[ASSIGNMENT]
Lines where the string "buttons" appears are to be copied from the entries below.

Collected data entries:
* * *

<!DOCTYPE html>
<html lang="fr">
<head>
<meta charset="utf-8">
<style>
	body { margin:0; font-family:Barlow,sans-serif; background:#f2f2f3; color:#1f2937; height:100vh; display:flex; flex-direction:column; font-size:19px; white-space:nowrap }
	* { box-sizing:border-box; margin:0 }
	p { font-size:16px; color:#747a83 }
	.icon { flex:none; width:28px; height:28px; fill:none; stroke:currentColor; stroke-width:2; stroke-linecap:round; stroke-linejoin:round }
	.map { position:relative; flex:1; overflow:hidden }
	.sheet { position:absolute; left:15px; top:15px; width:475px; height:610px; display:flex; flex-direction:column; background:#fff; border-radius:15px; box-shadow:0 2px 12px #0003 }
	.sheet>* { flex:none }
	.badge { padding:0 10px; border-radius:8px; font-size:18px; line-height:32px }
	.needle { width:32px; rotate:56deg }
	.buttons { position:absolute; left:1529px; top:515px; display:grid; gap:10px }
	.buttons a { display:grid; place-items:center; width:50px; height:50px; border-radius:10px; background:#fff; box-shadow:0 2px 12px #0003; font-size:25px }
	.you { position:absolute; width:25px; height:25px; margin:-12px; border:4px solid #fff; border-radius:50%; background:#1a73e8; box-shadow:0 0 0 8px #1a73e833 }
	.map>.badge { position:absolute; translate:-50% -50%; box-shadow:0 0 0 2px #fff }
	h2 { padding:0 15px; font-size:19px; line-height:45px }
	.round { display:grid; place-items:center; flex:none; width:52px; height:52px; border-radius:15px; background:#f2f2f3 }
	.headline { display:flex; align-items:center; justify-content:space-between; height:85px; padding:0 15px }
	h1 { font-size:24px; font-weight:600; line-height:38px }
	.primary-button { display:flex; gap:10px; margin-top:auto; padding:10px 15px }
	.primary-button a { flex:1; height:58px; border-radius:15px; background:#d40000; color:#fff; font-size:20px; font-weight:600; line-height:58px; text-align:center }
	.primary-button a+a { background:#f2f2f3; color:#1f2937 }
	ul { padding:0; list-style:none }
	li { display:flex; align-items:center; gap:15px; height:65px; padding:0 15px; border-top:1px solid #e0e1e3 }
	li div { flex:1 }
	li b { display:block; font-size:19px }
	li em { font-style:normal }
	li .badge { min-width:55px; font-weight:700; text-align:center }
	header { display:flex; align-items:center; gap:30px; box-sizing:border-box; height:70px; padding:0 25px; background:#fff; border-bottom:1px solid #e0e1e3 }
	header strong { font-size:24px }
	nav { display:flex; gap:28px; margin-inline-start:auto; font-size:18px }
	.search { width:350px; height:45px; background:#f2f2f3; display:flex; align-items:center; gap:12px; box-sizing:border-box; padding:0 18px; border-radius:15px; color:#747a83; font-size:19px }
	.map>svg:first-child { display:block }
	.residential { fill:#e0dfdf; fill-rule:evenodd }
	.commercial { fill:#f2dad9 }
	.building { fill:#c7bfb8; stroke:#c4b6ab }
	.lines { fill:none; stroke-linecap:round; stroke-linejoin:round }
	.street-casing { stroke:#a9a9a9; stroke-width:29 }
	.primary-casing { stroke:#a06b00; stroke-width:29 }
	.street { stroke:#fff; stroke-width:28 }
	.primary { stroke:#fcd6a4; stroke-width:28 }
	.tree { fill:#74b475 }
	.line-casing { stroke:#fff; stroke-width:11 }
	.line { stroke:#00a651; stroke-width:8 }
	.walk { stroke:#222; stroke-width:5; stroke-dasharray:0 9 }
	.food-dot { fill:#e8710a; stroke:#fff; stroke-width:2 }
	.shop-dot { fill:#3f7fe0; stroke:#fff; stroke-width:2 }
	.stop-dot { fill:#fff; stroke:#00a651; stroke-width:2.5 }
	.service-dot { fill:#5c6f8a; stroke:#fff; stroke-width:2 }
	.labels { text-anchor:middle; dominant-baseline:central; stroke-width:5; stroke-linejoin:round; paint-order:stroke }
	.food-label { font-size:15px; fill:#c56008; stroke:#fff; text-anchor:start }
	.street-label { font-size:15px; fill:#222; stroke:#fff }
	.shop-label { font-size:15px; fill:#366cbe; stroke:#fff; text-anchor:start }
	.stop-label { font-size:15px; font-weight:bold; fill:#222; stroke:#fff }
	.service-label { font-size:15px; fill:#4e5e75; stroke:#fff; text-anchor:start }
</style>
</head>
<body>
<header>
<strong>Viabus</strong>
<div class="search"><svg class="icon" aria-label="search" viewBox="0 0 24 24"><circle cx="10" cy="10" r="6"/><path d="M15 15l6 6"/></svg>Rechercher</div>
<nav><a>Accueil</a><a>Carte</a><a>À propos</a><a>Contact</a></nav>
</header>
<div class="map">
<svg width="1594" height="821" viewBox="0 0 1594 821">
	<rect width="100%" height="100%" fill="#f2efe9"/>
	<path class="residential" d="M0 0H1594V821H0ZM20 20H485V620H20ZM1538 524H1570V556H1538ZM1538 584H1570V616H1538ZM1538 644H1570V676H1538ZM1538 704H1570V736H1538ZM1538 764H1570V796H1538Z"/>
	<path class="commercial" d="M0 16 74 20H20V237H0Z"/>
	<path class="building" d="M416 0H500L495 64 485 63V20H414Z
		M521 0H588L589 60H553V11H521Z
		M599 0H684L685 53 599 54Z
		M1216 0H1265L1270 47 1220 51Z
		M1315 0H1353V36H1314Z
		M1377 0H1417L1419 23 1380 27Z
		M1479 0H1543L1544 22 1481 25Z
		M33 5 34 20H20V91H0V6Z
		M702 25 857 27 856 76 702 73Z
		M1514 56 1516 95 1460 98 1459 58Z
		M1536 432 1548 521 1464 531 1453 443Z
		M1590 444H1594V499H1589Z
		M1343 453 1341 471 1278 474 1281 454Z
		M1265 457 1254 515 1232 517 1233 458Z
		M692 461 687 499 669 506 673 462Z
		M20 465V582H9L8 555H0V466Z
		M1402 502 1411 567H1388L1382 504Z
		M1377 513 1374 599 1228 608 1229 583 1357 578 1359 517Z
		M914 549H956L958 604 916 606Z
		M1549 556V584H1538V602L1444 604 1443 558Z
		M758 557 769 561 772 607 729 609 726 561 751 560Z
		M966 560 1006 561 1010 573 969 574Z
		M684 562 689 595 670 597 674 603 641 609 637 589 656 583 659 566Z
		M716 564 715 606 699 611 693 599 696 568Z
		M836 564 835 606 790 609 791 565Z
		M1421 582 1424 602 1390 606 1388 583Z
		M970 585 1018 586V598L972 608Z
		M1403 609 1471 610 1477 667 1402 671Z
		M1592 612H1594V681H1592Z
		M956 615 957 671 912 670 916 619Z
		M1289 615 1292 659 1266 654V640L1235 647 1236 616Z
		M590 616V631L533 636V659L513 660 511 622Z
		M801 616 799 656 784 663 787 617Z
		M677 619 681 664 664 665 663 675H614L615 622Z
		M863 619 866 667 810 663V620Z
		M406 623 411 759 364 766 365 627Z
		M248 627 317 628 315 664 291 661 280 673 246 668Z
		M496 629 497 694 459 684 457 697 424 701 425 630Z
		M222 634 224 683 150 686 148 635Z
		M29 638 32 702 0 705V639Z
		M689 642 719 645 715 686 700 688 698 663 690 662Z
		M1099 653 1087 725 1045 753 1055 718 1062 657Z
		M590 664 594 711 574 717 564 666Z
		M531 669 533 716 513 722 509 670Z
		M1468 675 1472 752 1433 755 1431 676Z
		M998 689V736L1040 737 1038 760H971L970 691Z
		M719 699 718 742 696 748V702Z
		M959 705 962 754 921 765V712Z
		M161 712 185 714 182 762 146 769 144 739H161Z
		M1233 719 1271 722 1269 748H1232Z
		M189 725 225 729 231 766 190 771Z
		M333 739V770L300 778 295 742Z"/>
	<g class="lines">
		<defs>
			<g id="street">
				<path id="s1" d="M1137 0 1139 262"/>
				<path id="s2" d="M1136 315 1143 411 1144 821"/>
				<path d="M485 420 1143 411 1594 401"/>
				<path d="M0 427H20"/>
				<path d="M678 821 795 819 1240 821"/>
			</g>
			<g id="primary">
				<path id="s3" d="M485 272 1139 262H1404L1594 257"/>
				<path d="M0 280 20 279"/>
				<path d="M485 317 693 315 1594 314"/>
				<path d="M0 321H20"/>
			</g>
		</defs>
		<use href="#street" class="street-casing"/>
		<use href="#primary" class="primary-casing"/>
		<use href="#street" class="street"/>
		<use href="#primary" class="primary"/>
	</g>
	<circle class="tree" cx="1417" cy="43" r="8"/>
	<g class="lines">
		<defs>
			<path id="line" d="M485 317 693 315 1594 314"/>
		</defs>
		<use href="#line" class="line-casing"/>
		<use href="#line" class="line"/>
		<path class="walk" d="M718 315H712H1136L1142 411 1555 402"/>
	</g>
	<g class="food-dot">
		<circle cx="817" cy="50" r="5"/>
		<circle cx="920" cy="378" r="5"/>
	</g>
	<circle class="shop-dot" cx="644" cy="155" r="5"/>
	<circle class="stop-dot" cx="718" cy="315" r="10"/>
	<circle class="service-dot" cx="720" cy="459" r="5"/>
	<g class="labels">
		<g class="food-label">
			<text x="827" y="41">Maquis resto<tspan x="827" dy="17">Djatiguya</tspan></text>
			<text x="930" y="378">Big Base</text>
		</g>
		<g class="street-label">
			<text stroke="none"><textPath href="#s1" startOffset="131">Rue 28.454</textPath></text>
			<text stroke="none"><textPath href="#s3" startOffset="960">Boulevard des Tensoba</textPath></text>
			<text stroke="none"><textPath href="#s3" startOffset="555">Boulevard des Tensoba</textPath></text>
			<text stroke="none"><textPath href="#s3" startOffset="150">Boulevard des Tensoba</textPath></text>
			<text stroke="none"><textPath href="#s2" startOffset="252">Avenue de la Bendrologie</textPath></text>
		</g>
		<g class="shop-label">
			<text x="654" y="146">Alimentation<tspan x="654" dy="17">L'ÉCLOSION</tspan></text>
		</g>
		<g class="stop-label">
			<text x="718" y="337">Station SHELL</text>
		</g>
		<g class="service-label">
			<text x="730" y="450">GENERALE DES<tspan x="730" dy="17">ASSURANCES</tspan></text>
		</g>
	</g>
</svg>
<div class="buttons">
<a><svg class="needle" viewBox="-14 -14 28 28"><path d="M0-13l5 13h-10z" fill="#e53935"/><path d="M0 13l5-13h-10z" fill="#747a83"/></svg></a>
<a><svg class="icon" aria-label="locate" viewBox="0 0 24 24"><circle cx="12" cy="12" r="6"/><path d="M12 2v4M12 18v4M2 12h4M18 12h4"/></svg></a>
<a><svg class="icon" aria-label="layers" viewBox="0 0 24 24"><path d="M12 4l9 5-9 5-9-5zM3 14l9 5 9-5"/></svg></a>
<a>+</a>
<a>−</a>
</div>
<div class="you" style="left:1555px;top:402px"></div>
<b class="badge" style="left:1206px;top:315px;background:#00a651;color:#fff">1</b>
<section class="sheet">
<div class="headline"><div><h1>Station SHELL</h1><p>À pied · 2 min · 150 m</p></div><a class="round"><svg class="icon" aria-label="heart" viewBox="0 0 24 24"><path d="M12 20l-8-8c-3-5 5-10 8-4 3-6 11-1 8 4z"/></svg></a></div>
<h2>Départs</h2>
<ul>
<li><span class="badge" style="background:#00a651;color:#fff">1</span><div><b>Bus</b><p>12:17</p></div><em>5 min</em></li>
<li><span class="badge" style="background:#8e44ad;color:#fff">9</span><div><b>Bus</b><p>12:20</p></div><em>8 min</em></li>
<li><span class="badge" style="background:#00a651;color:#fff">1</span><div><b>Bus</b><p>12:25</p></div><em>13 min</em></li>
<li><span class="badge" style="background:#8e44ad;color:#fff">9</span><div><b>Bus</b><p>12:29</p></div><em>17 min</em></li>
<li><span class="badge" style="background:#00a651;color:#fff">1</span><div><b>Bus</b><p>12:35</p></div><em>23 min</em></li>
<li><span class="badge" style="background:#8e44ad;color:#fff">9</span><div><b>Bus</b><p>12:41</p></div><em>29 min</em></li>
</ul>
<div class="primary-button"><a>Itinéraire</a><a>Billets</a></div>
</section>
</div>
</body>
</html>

* * *

[RESULT OF THIS EXERCISE]
	.buttons { position:absolute; left:1529px; top:515px; display:grid; gap:10px }
	.buttons a { display:grid; place-items:center; width:50px; height:50px; border-radius:10px; background:#fff; box-shadow:0 2px 12px #0003; font-size:25px }
<div class="buttons">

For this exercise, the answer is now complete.